Saved entries:
-- Opening Marker --
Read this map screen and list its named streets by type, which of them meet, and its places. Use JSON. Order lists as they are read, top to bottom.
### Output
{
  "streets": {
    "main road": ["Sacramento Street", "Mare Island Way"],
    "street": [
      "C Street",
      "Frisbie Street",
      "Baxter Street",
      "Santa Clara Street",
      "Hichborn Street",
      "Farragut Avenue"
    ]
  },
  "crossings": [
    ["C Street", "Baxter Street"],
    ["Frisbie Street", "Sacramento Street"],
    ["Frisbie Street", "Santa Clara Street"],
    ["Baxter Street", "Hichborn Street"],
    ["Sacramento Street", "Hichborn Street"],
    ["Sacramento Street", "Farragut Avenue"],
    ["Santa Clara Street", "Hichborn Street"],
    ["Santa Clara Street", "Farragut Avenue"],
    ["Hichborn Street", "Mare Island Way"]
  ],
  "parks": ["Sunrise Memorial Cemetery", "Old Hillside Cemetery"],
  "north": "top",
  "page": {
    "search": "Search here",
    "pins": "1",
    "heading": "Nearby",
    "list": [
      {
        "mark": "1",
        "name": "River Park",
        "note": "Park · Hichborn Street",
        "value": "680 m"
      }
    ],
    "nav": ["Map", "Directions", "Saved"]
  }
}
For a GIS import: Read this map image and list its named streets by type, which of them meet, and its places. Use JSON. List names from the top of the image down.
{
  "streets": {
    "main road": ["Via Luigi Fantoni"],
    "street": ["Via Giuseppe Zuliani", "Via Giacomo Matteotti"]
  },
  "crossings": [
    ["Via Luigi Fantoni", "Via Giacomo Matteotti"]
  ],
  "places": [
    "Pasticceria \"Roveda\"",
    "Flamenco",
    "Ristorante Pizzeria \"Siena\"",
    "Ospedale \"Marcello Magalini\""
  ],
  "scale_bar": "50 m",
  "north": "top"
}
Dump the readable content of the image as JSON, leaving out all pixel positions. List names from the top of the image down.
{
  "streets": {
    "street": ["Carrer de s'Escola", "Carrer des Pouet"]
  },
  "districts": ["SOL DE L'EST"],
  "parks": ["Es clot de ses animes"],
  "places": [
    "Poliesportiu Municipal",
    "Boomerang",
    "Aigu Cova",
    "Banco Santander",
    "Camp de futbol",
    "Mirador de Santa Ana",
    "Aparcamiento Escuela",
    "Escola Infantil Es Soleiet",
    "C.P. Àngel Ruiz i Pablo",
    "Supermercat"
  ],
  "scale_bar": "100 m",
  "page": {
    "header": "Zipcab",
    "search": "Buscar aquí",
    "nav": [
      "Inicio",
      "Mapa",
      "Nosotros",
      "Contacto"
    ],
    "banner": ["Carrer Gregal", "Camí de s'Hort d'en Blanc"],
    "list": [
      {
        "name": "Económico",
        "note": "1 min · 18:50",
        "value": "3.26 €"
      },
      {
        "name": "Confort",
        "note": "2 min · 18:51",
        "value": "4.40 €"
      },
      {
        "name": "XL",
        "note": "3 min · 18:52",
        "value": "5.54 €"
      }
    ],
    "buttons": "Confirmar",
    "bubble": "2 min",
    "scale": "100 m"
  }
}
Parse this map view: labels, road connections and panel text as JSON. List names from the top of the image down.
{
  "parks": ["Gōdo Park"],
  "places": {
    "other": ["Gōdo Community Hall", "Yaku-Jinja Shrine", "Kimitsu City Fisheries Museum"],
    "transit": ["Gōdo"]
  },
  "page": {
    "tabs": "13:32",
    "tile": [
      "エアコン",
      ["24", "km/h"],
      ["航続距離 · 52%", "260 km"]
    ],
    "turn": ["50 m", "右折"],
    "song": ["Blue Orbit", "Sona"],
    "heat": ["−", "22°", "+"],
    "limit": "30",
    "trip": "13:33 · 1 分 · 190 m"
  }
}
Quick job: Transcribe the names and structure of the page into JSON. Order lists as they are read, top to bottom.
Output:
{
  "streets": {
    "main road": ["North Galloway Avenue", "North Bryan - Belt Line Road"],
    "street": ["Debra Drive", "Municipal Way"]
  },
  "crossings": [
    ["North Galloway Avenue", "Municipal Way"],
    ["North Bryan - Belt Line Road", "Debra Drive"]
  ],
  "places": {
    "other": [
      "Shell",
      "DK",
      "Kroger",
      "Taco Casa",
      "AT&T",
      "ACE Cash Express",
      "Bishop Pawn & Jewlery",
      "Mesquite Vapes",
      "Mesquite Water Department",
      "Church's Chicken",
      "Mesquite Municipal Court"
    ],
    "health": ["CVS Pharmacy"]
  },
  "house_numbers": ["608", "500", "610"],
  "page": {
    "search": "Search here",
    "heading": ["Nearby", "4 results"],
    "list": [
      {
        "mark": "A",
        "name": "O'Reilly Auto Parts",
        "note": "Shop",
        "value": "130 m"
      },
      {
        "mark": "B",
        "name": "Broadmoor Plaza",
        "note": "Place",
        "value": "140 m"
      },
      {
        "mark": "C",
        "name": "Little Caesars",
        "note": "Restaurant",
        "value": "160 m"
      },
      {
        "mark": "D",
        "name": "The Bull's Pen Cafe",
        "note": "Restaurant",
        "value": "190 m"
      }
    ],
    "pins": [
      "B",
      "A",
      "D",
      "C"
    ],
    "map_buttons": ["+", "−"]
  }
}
-- Closing Marker --
_About this task:_ Every line from the line containing "Dump the readable" through the line containing "Quick job: Transcribe" in the records above must be retyped exactly. Leave out the rest.

_Finished task:_
Dump the readable content of the image as JSON, leaving out all pixel positions. List names from the top of the image down.
{
  "streets": {
    "street": ["Carrer de s'Escola", "Carrer des Pouet"]
  },
  "districts": ["SOL DE L'EST"],
  "parks": ["Es clot de ses animes"],
  "places": [
    "Poliesportiu Municipal",
    "Boomerang",
    "Aigu Cova",
    "Banco Santander",
    "Camp de futbol",
    "Mirador de Santa Ana",
    "Aparcamiento Escuela",
    "Escola Infantil Es Soleiet",
    "C.P. Àngel Ruiz i Pablo",
    "Supermercat"
  ],
  "scale_bar": "100 m",
  "page": {
    "header": "Zipcab",
    "search": "Buscar aquí",
    "nav": [
      "Inicio",
      "Mapa",
      "Nosotros",
      "Contacto"
    ],
    "banner": ["Carrer Gregal", "Camí de s'Hort d'en Blanc"],
    "list": [
      {
        "name": "Económico",
        "note": "1 min · 18:50",
        "value": "3.26 €"
      },
      {
        "name": "Confort",
        "note": "2 min · 18:51",
        "value": "4.40 €"
      },
      {
        "name": "XL",
        "note": "3 min · 18:52",
        "value": "5.54 €"
      }
    ],
    "buttons": "Confirmar",
    "bubble": "2 min",
    "scale": "100 m"
  }
}
Parse this map view: labels, road connections and panel text as JSON. List names from the top of the image down.
{
  "parks": ["Gōdo Park"],
  "places": {
    "other": ["Gōdo Community Hall", "Yaku-Jinja Shrine", "Kimitsu City Fisheries Museum"],
    "transit": ["Gōdo"]
  },
  "page": {
    "tabs": "13:32",
    "tile": [
      "エアコン",
      ["24", "km/h"],
      ["航続距離 · 52%", "260 km"]
    ],
    "turn": ["50 m", "右折"],
    "song": ["Blue Orbit", "Sona"],
    "heat": ["−", "22°", "+"],
    "limit": "30",
    "trip": "13:33 · 1 分 · 190 m"
  }
}
Quick job: Transcribe the names and structure of the page into JSON. Order lists as they are read, top to bottom.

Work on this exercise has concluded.